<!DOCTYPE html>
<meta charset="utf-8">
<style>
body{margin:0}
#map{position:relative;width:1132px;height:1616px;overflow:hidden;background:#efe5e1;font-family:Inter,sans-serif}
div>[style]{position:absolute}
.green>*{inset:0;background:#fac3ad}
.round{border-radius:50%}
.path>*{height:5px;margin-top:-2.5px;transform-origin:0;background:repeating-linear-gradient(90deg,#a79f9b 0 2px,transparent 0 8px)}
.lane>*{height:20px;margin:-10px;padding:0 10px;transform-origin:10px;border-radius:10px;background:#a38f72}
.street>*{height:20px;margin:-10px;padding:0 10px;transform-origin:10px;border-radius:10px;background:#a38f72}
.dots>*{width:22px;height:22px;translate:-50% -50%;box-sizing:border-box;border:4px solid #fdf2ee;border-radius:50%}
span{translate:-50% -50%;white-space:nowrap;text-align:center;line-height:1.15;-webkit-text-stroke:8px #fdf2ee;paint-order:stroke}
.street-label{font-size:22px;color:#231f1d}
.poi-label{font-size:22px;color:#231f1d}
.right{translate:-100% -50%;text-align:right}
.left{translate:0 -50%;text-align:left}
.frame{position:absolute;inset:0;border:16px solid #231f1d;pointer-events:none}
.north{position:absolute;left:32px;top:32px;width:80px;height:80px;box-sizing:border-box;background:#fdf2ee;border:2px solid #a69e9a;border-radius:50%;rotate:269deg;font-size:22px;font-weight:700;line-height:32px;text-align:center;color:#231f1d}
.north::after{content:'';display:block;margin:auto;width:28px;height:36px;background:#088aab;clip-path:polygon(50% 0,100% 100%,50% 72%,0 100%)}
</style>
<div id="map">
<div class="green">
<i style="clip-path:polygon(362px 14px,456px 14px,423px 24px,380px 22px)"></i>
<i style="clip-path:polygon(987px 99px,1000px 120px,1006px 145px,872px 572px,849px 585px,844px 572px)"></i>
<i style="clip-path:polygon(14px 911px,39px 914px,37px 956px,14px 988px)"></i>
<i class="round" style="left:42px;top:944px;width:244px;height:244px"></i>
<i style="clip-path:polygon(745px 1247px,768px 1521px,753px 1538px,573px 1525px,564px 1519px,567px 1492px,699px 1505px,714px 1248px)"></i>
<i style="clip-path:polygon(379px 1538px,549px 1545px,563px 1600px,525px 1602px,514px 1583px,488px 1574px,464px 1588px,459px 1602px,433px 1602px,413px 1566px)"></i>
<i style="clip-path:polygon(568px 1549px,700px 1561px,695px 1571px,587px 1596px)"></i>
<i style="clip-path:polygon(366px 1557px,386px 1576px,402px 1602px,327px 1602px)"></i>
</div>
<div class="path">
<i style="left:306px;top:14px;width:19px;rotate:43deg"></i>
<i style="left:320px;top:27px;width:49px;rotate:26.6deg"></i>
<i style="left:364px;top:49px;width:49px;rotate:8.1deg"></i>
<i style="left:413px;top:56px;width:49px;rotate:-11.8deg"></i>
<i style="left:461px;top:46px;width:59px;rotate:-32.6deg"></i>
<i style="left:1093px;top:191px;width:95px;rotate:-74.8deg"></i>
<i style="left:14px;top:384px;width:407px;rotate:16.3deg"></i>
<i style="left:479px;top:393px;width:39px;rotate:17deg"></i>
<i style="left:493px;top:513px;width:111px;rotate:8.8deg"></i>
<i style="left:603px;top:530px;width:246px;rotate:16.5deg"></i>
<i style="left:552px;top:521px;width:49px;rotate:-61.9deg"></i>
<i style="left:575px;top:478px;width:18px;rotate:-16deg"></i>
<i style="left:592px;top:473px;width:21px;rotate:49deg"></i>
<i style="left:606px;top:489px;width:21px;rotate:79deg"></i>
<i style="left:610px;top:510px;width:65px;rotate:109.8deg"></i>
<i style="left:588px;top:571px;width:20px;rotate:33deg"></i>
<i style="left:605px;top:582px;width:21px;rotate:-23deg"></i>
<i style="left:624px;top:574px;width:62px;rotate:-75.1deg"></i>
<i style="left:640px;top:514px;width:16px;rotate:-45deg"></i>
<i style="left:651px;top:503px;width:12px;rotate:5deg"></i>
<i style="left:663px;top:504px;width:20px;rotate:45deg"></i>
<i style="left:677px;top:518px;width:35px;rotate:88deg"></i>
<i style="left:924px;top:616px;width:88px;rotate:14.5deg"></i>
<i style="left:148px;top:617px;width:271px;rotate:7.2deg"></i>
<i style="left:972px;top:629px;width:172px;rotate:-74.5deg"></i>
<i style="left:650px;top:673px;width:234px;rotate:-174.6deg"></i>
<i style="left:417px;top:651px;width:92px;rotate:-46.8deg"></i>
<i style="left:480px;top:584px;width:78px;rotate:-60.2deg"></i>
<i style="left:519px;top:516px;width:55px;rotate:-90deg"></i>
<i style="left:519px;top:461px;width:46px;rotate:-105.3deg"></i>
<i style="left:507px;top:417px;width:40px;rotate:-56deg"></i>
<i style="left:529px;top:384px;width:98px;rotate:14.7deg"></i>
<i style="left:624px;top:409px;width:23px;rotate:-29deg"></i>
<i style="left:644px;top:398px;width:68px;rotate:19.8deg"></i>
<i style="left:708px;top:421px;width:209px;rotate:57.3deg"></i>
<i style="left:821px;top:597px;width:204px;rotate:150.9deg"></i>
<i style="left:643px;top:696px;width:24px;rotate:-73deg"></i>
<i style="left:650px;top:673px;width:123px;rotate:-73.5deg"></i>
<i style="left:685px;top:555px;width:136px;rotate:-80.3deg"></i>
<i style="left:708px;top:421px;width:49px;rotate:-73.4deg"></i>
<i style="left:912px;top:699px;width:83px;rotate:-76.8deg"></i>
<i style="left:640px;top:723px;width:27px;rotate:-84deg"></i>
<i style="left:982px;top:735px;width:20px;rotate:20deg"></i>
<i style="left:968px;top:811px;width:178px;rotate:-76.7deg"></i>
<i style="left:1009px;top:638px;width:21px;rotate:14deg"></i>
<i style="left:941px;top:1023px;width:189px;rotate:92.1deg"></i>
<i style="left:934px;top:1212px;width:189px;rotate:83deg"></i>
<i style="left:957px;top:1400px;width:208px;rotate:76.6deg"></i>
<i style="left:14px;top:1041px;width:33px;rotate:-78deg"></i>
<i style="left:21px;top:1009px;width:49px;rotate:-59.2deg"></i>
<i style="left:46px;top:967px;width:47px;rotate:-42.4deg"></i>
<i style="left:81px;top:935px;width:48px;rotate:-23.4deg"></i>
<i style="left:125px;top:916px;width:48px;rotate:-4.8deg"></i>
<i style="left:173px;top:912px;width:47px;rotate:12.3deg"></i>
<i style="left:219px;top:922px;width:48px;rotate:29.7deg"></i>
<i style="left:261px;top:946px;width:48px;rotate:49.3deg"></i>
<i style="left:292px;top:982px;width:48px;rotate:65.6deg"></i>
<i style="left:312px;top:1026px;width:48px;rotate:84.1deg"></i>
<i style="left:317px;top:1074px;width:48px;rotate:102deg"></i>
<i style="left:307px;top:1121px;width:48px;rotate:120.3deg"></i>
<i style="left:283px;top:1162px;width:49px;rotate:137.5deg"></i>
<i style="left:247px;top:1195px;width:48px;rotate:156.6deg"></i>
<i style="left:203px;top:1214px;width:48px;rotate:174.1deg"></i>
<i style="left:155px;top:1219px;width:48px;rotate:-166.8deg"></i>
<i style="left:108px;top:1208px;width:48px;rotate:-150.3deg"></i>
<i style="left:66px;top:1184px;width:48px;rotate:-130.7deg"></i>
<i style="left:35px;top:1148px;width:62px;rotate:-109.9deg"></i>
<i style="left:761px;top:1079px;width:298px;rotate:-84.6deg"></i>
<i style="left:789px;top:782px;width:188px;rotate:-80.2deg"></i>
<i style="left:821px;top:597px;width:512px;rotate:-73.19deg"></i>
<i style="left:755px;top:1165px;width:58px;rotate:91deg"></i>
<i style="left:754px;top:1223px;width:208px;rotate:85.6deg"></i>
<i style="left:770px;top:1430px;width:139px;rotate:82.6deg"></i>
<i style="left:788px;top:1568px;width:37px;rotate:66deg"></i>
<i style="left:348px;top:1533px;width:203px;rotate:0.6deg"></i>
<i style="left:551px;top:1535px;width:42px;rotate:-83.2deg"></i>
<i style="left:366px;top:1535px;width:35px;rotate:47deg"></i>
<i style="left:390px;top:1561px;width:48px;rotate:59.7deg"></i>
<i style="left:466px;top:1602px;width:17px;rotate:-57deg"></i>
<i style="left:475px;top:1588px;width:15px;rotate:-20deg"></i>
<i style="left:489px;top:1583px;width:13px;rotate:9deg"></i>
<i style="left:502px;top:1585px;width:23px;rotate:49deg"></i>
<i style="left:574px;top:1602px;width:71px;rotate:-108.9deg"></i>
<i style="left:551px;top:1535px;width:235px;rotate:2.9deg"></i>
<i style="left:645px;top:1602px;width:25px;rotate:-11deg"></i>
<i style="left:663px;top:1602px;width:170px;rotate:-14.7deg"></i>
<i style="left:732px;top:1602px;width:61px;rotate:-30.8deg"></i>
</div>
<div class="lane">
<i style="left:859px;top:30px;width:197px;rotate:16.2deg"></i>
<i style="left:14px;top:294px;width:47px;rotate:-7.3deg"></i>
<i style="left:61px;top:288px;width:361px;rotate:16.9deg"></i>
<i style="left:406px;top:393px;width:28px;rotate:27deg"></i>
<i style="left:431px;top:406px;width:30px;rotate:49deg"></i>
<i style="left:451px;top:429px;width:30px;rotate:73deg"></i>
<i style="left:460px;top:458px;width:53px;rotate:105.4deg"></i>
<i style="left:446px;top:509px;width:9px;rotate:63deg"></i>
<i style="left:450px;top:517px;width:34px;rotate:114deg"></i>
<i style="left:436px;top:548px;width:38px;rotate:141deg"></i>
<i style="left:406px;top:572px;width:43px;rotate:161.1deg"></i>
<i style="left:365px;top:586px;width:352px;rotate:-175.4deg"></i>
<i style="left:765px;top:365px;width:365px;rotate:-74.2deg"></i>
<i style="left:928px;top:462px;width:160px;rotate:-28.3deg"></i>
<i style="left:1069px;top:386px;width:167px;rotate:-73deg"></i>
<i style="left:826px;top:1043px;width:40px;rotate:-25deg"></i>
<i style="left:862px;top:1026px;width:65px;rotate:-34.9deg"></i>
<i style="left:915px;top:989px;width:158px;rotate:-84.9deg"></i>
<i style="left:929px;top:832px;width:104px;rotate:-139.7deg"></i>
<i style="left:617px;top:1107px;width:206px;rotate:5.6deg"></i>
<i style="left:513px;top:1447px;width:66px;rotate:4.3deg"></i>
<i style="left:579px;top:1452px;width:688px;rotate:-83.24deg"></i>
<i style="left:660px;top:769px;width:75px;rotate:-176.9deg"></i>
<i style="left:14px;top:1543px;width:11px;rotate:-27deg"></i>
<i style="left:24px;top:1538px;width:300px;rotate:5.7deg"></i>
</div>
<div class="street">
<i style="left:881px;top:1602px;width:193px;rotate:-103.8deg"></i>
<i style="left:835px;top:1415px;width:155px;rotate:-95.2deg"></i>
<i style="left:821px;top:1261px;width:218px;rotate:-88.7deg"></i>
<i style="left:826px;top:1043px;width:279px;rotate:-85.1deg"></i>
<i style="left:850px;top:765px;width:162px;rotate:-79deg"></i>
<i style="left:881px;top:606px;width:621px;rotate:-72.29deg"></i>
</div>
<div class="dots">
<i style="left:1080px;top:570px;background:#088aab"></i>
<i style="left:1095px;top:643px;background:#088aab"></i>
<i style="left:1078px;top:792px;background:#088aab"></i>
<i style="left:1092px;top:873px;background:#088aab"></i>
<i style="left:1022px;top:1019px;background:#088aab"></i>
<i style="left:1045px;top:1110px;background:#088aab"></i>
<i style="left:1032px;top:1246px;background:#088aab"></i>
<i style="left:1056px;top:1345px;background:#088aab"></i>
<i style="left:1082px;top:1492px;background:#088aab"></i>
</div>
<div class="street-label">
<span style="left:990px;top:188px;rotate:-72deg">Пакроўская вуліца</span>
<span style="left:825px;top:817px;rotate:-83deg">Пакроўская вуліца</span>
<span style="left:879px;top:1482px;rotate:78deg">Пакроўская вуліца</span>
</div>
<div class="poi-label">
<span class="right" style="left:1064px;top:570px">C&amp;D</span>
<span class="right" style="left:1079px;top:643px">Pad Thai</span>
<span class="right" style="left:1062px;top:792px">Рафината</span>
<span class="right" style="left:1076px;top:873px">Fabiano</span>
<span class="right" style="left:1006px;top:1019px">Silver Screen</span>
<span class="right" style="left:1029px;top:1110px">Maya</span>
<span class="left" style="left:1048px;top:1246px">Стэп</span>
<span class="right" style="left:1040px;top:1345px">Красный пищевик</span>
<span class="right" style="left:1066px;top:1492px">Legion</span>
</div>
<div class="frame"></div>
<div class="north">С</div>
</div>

What you are asked to do
Repeat the lines from the first one in the records through the line containing "0 2px,transparent 0", exactly as written, and nothing else.

Answer area
<!DOCTYPE html>
<meta charset="utf-8">
<style>
body{margin:0}
#map{position:relative;width:1132px;height:1616px;overflow:hidden;background:#efe5e1;font-family:Inter,sans-serif}
div>[style]{position:absolute}
.green>*{inset:0;background:#fac3ad}
.round{border-radius:50%}
.path>*{height:5px;margin-top:-2.5px;transform-origin:0;background:repeating-linear-gradient(90deg,#a79f9b 0 2px,transparent 0 8px)}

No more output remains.